In my perambulations recently I noticed several exhortations to “postpone your holidays,” which advice in many cases, including my own, is superfluous, or as Cabinet ministers would reply: “the question, therefore, does not arise.” But about the same time I read :
“The Hon. Mrs.——left for Kilmarnock.
Lord——left for Rufford Abbey.
The Earl of——left for Burton-on-Trent.
Lady——left for Edinburgh.
Etc., Etc.”——Evening News,” August 8th, 1916.
In no case did I notice that anyone left for—munition works. No, that is left for we workers!

* * *

I have been much interested of late in reading about cases before local Tribunals. Just picture the scene for yourself. Council chamber, and local bumbledom (all impartial gentlemen) with all the pomp and circumstance attaching to their high office, about to hear claims for exemption from military service. Recently I came across the following under the heading of “Wisdom of Mr. Solomon” :
“At the Aldershot Tribunal, Mr. Robertson, the chairman, asked : “What is a linotype operator?”
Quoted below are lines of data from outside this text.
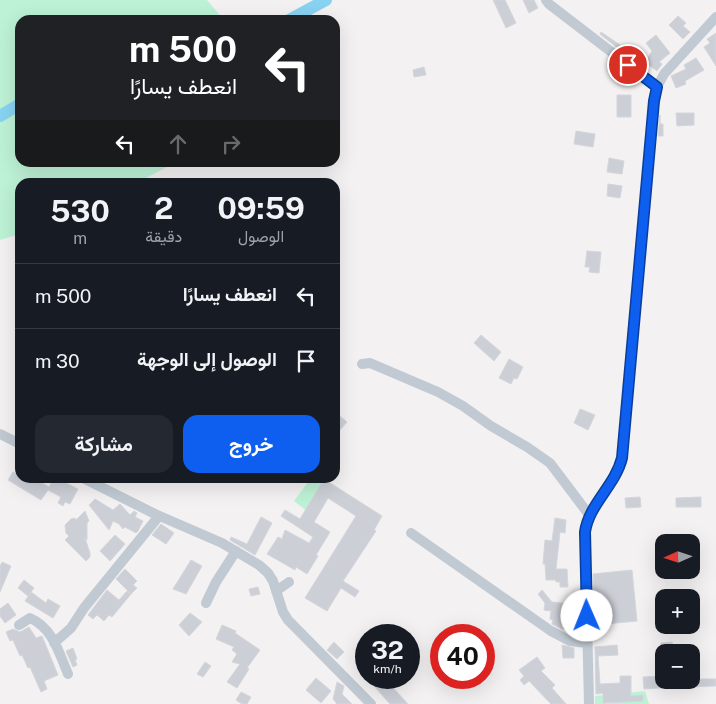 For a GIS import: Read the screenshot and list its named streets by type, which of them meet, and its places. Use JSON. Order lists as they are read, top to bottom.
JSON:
{
  "north": "left",
  "page": {
    "turn": ["500 m", "انعطف يسارًا"],
    "eta": [
      "09:59",
      "الوصول",
      "2",
      "دقيقة",
      "530",
      "m"
    ],
    "list": [
      {
        "name": "انعطف يسارًا",
        "value": "500 m"
      },
      {
        "name": "الوصول إلى الوجهة",
        "value": "30 m"
      }
    ],
    "buttons": ["خروج", "مشاركة"],
    "map_buttons": ["+", "−"],
    "speed": "32 km/h",
    "limit": "40"
  }
}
Mr. Solomon (a member of the Tribunal and a camp furnisher) : “One who lays lino on the floor.” —”Evening Standard,” August 11, 1916.
Were it not for the fact that I read this again in a morning newspaper I should have taken it an a joke on the part of the “Evening Standard.” What an exhibition of profundity ! And is this a specimen of judges of domestic or conscientious objections ?

* * *

It appears as if one of the results of the war will be to crush out of existence as such the small capitalist, and force him into the ranks of the workers. That there is some legitimate ground for this belief is evidenced from time to time in the papers. A recent illustration is to hand in an announcement issued the other day that the London Unionist members received a deputation from the small shell makers round London, who converted their plant, formerly used to make sewing machines, bicycles, etc., to the national uses.
“They complain that the subsequent establishment by the Government of great arsenals which can be run more economically has cut into their production, and that they are threatened with bankruptcy.”—”Daily News,” August l0th, 1916.
Here, then, we observe the pathetic wail of the small capitalist who is threatened with death and destruction—not as a result of the establishment of Socialism, which has been asserted by some to he the end of all things, but by the development of capitalism in itself.

* * *

A question regarding the cost of pauper indoor maintenance was recently asked in the House of Commons. The questioner desired to know “the average cost per head of pauper indoor maintenance on 31st March, 1913, 1914, 1915, and 1916 respectively ?” The reply was as follows: “The estimated average cost per indoor pauper in England and Wales for the year ended March, 1913 was £32 12s. 10¾d., and for the year ended March, 1914 £34 9s. 4¾d. Complete returns for the later years are not yet available.” (Official Report, Cols. 2488-9, Aug. 22nd, 1910.) An old age “pension” of 5s.per week, or £13 per year, is a grand thing for the capitalist class. The economy campaign commenced before the war. See what you save the master class by holding out your hand for a dollar a week to spend the evening of your days in your own chimney corner,

* * *

A case of exceptional hardship was given some prominence in a recent issue of a Sunday paper. The facts, according to the report, briefly stated are :
“The breadwinner in a military gaol because he remained with his wife when she was in the valley of the shadow.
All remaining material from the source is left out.